From the entries below, extract every line that includes the word "lists".

[Collected data entries]
════════════════════

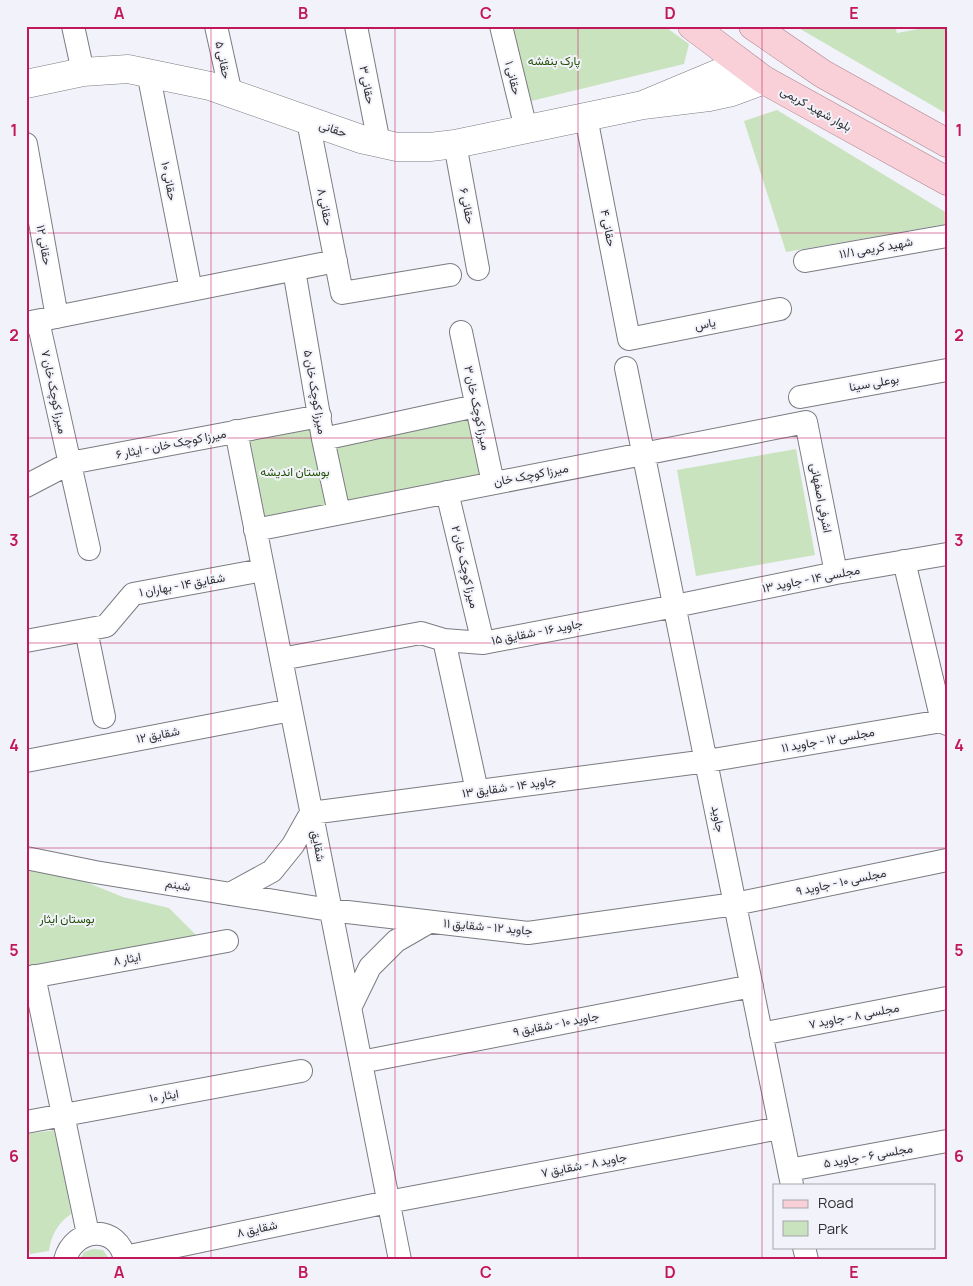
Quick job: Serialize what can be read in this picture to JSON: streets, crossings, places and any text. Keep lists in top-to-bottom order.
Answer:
{
  "streets": {
    "main road": ["بلوار شهید کریمی", "حقانی"],
    "street": [
      "حقانی ۵",
      "حقانی ۱",
      "حقانی ۳",
      "حقانی ۱۰",
      "حقانی ۶",
      "حقانی ۸",
      "حقانی ۴",
      "حقانی ۱۲",
      "شهید کریمی ۱۱/۱",
      "یاس",
      "بوعلی سینا",
      "میرزا کوچک خان ۷",
      "میرزا کوچک خان ۵",
      "میرزا کوچک خان ۳",
      "میرزا کوچک خان - ایثار ۶",
      "میرزا کوچک خان",
      "اشرفی اصفهانی",
      "میرزا کوچک خان ۲",
      "مجلسی ۱۴ - جاوید ۱۳",
      "شقایق ۱۴ - بهاران ۱",
      "جاوید ۱۶ - شقایق ۱۵",
      "شقایق ۱۲",
      "مجلسی ۱۲ - جاوید ۱۱",
      "جاوید ۱۴ - شقایق ۱۳",
      "جاوید",
      "شقایق",
      "مجلسی ۱۰ - جاوید ۹",
      "شبنم",
      "جاوید ۱۲ - شقایق ۱۱",
      "ایثار ۸",
      "مجلسی ۸ - جاوید ۷",
      "جاوید ۱۰ - شقایق ۹",
      "ایثار ۱۰",
      "مجلسی ۶ - جاوید ۵",
      "جاوید ۸ - شقایق ۷",
      "شقایق ۸"
    ]
  },
  "crossings": [
    ["حقانی ۵", "حقانی"],
    ["حقانی ۱", "حقانی"],
    ["حقانی ۳", "حقانی"],
    ["حقانی", "حقانی ۱۰"],
    ["حقانی", "حقانی ۶"],
    ["حقانی", "حقانی ۸"],
    ["حقانی", "حقانی ۴"],
    ["حقانی ۴", "یاس"],
    ["حقانی ۱۲", "میرزا کوچک خان ۷"],
    ["میرزا کوچک خان ۷", "میرزا کوچک خان - ایثار ۶"],
    ["میرزا کوچک خان ۵", "میرزا کوچک خان - ایثار ۶"],
    ["میرزا کوچک خان ۵", "میرزا کوچک خان"],
    ["میرزا کوچک خان ۳", "میرزا کوچک خان"],
    ["میرزا کوچک خان - ایثار ۶", "شقایق"],
    ["میرزا کوچک خان", "اشرفی اصفهانی"],
    ["میرزا کوچک خان", "میرزا کوچک خان ۲"],
    ["میرزا کوچک خان", "جاوید"],
    ["میرزا کوچک خان", "شقایق"],
    ["اشرفی اصفهانی", "مجلسی ۱۴ - جاوید ۱۳"],
    ["میرزا کوچک خان ۲", "جاوید ۱۶ - شقایق ۱۵"],
    ["مجلسی ۱۴ - جاوید ۱۳", "جاوید ۱۶ - شقایق ۱۵"],
    ["مجلسی ۱۴ - جاوید ۱۳", "جاوید"],
    ["شقایق ۱۴ - بهاران ۱", "شقایق"],
    ["جاوید ۱۶ - شقایق ۱۵", "جاوید"],
    ["جاوید ۱۶ - شقایق ۱۵", "شقایق"],
    ["شقایق ۱۲", "شقایق"],
    ["مجلسی ۱۲ - جاوید ۱۱", "جاوید ۱۴ - شقایق ۱۳"],
    ["مجلسی ۱۲ - جاوید ۱۱", "جاوید"],
    ["جاوید ۱۴ - شقایق ۱۳", "جاوید"],
    ["جاوید ۱۴ - شقایق ۱۳", "شقایق"],
    ["جاوید", "مجلسی ۱۰ - جاوید ۹"],
    ["جاوید", "جاوید ۱۲ - شقایق ۱۱"],
    ["جاوید", "مجلسی ۸ - جاوید ۷"],
    ["جاوید", "جاوید ۱۰ - شقایق ۹"],
    ["جاوید", "مجلسی ۶ - جاوید ۵"],
    ["جاوید", "جاوید ۸ - شقایق ۷"],
    ["شقایق", "شبنم"],
    ["شقایق", "جاوید ۱۲ - شقایق ۱۱"],
    ["شقایق", "جاوید ۱۰ - شقایق ۹"],
    ["شقایق", "جاوید ۸ - شقایق ۷"],
    ["شقایق", "شقایق ۸"],
    ["مجلسی ۱۰ - جاوید ۹", "جاوید ۱۲ - شقایق ۱۱"],
    ["شبنم", "جاوید ۱۲ - شقایق ۱۱"],
    ["جاوید ۸ - شقایق ۷", "شقایق ۸"]
  ],
  "parks": ["پارک بنفشه", "بوستان اندیشه", "بوستان ایثار"],
  "legend": ["Road", "Park"],
  "grid": {
    "columns": [
      "A",
      "B",
      "C",
      "D",
      "E"
    ],
    "rows": [
      "1",
      "2",
      "3",
      "4",
      "5",
      "6"
    ]
  }
}
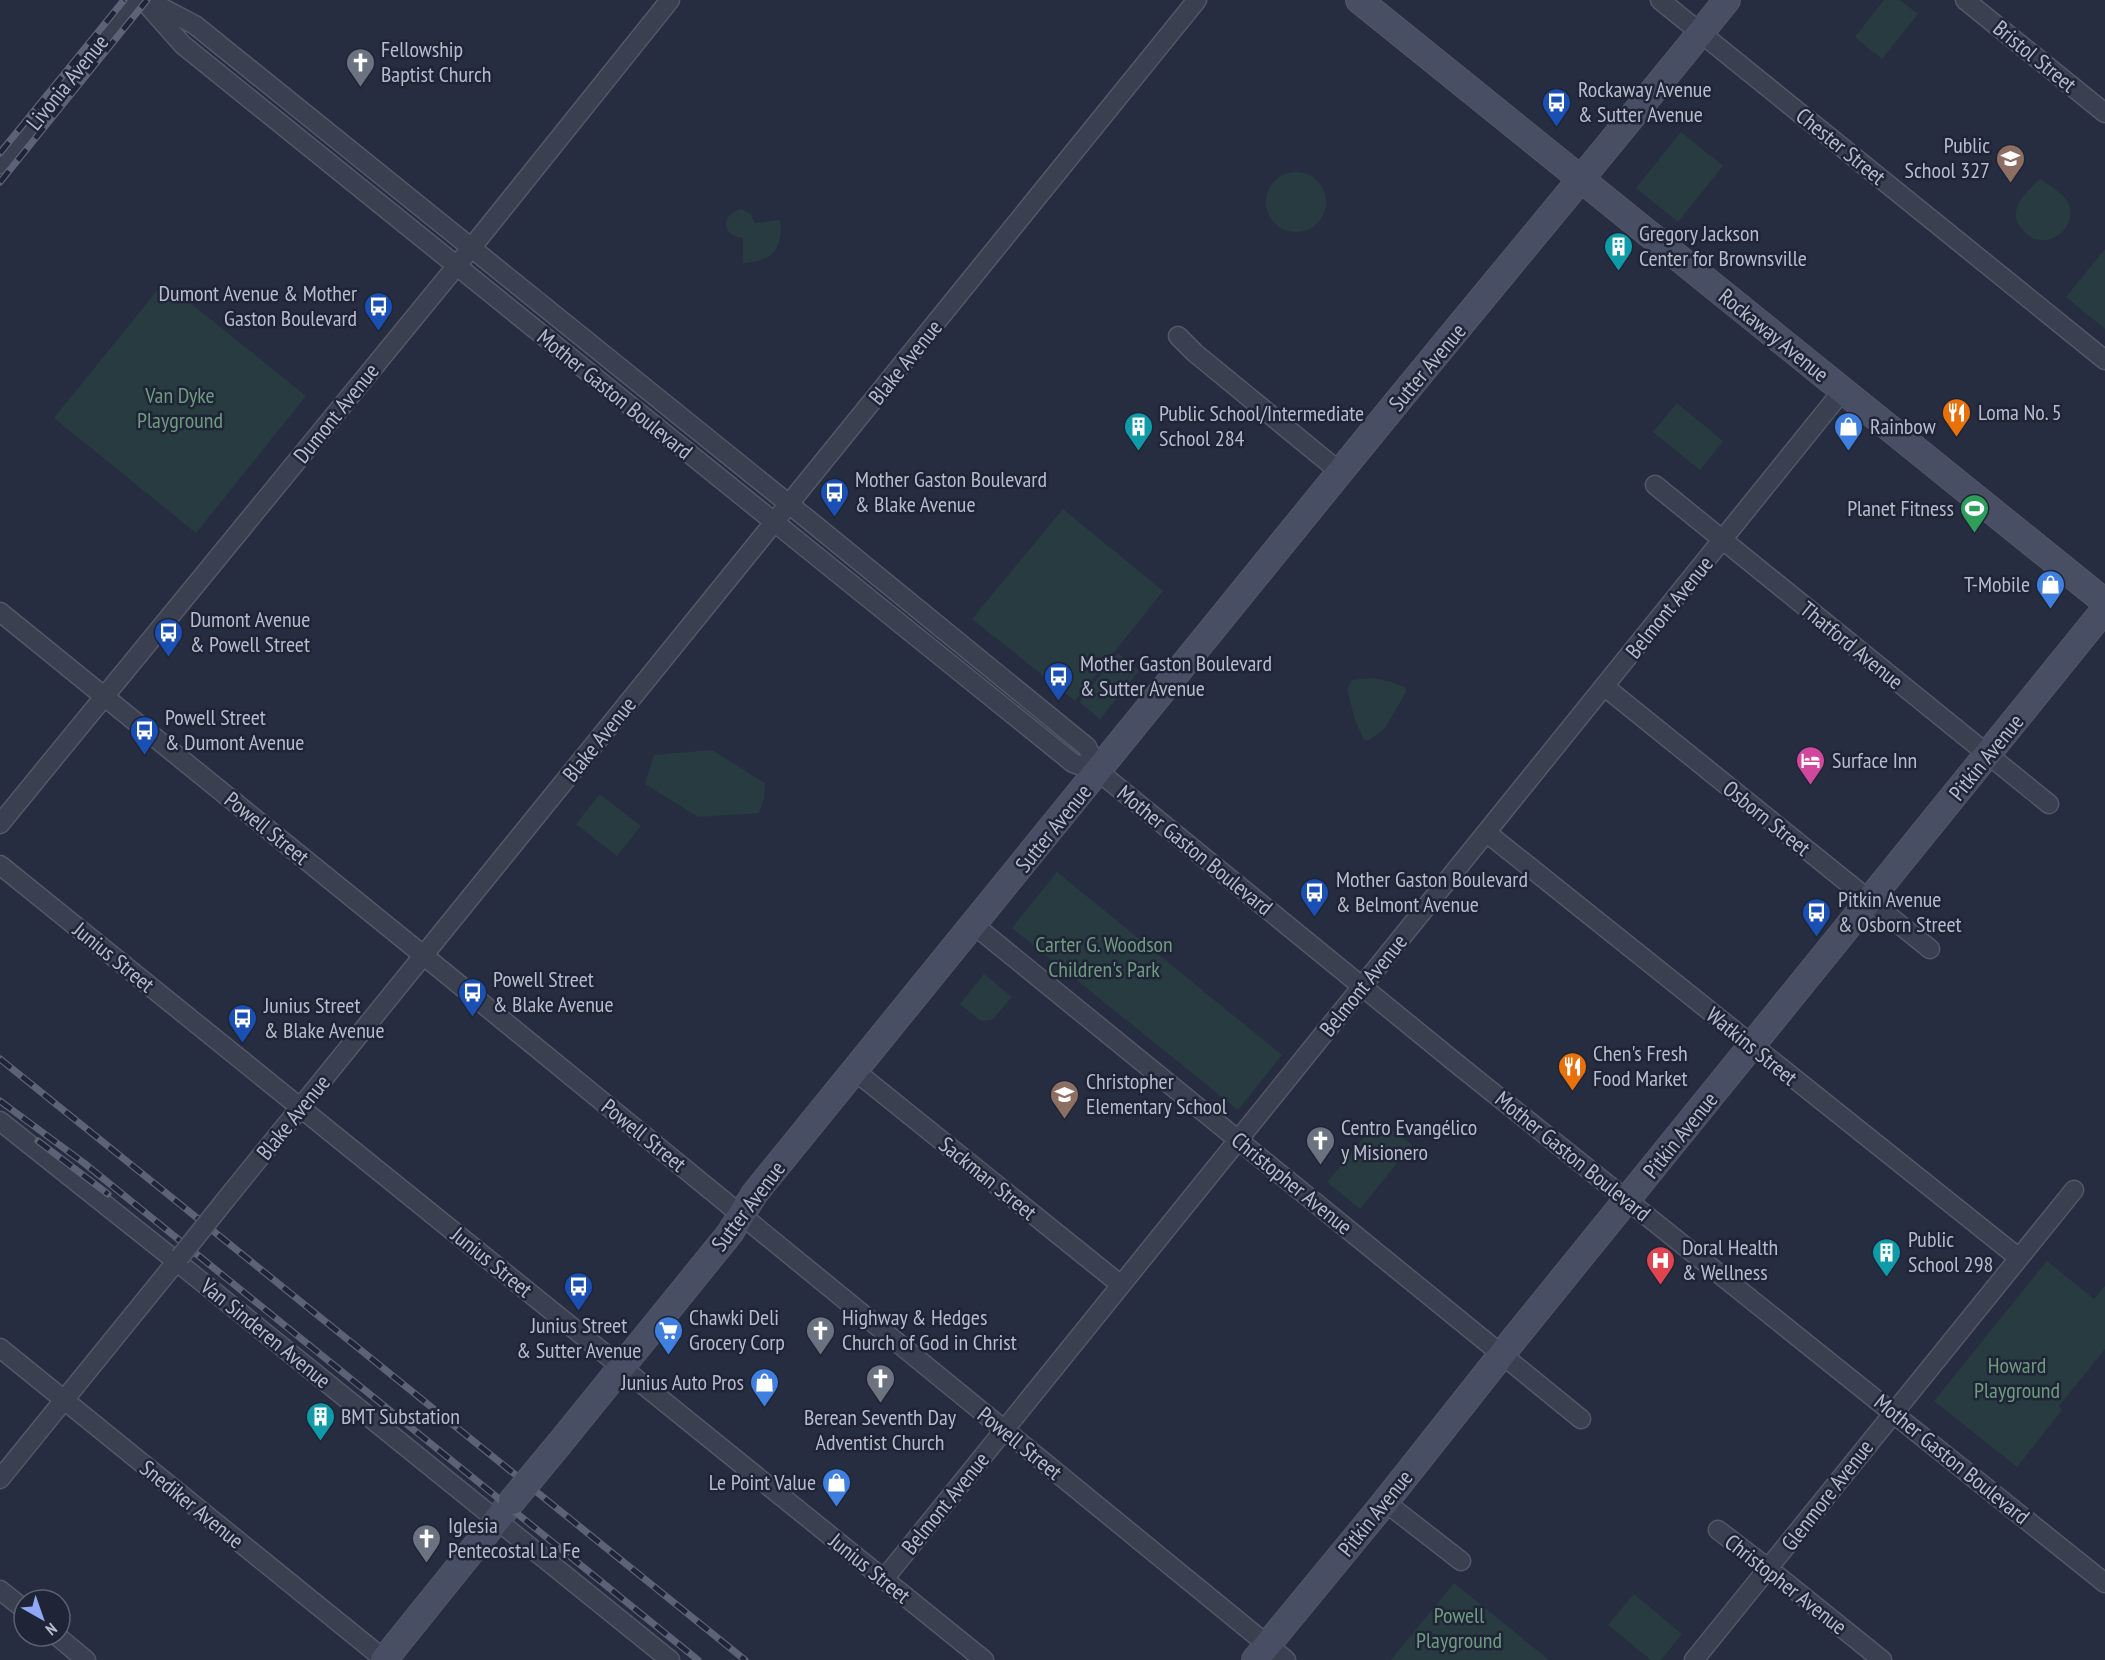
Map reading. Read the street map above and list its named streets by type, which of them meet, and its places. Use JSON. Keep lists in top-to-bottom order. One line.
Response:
{"streets":{"street":["Bristol Street","Livonia Avenue","Chester Street","Rockaway Avenue","Blake Avenue","Sutter Avenue","Mother Gaston Boulevard","Dumont Avenue","Belmont Avenue","Thatford Avenue","Pitkin Avenue","Osborn Street","Powell Street","Junius Street","Watkins Street","Sackman Street","Christopher Avenue","Van Sinderen Avenue","Glenmore Avenue","Snediker Avenue"]},"crossings":[["Chester Street","Sutter Avenue"],["Rockaway Avenue","Sutter Avenue"],["Rockaway Avenue","Belmont Avenue"],["Blake Avenue","Mother Gaston Boulevard"],["Blake Avenue","Powell Street"],["Blake Avenue","Junius Street"],["Blake Avenue","Van Sinderen Avenue"],["Blake Avenue","Snediker Avenue"],["Sutter Avenue","Mother Gaston Boulevard"],["Sutter Avenue","Powell Street"],["Sutter Avenue","Junius Street"],["Sutter Avenue","Sackman Street"],["Sutter Avenue","Christopher Avenue"],["Sutter Avenue","Van Sinderen Avenue"],["Sutter Avenue","Snediker Avenue"],["Mother Gaston Boulevard","Dumont Avenue"],["Mother Gaston Boulevard","Belmont Avenue"],["Mother Gaston Boulevard","Pitkin Avenue"],["Mother Gaston Boulevard","Glenmore Avenue"],["Dumont Avenue","Powell Street"],["Belmont Avenue","Thatford Avenue"],["Belmont Avenue","Osborn Street"],["Belmont Avenue","Powell Street"],["Belmont Avenue","Junius Street"],["Belmont Avenue","Watkins Street"],["Belmont Avenue","Sackman Street"],["Belmont Avenue","Christopher Avenue"],["Thatford Avenue","Pitkin Avenue"],["Pitkin Avenue","Osborn Street"],["Pitkin Avenue","Powell Street"],["Pitkin Avenue","Watkins Street"],["Pitkin Avenue","Christopher Avenue"],["Watkins Street","Glenmore Avenue"],["Christopher Avenue","Glenmore Avenue"]],"parks":["Van Dyke Playground","Carter G. Woodson Children's Park","Howard Playground","Powell Playground"],"places":{"church":["Fellowship Baptist Church","Centro Evangélico y Misionero","Highway & Hedges Church of God in Christ","Berean Seventh Day Adventist Church","Iglesia Pentecostal La Fe"],"bus stop":["Rockaway Avenue & Sutter Avenue","Dumont Avenue & Mother Gaston Boulevard","Mother Gaston Boulevard & Blake Avenue","Dumont Avenue & Powell Street","Mother Gaston Boulevard & Sutter Avenue","Powell Street & Dumont Avenue","Mother Gaston Boulevard & Belmont Avenue","Pitkin Avenue & Osborn Street","Powell Street & Blake Avenue","Junius Street & Blake Avenue","Junius Street & Sutter Avenue"],"school or university":["Public School 327","Christopher Elementary School"],"building":["Gregory Jackson Center for Brownsville","Public School/Intermediate School 284","Public School 298","BMT Substation"],"restaurant":["Loma No. 5","Chen's Fresh Food Market"],"shop":["Rainbow","T-Mobile","Junius Auto Pros","Le Point Value"],"sports":["Planet Fitness"],"hotel":["Surface Inn"],"hospital":["Doral Health & Wellness"],"supermarket":["Chawki Deli Grocery Corp"]},"north":"bottom right"}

════════════════════

- Exercise answer -
Quick job: Serialize what can be read in this picture to JSON: streets, crossings, places and any text. Keep lists in top-to-bottom order.
Map reading. Read the street map above and list its named streets by type, which of them meet, and its places. Use JSON. Keep lists in top-to-bottom order. One line.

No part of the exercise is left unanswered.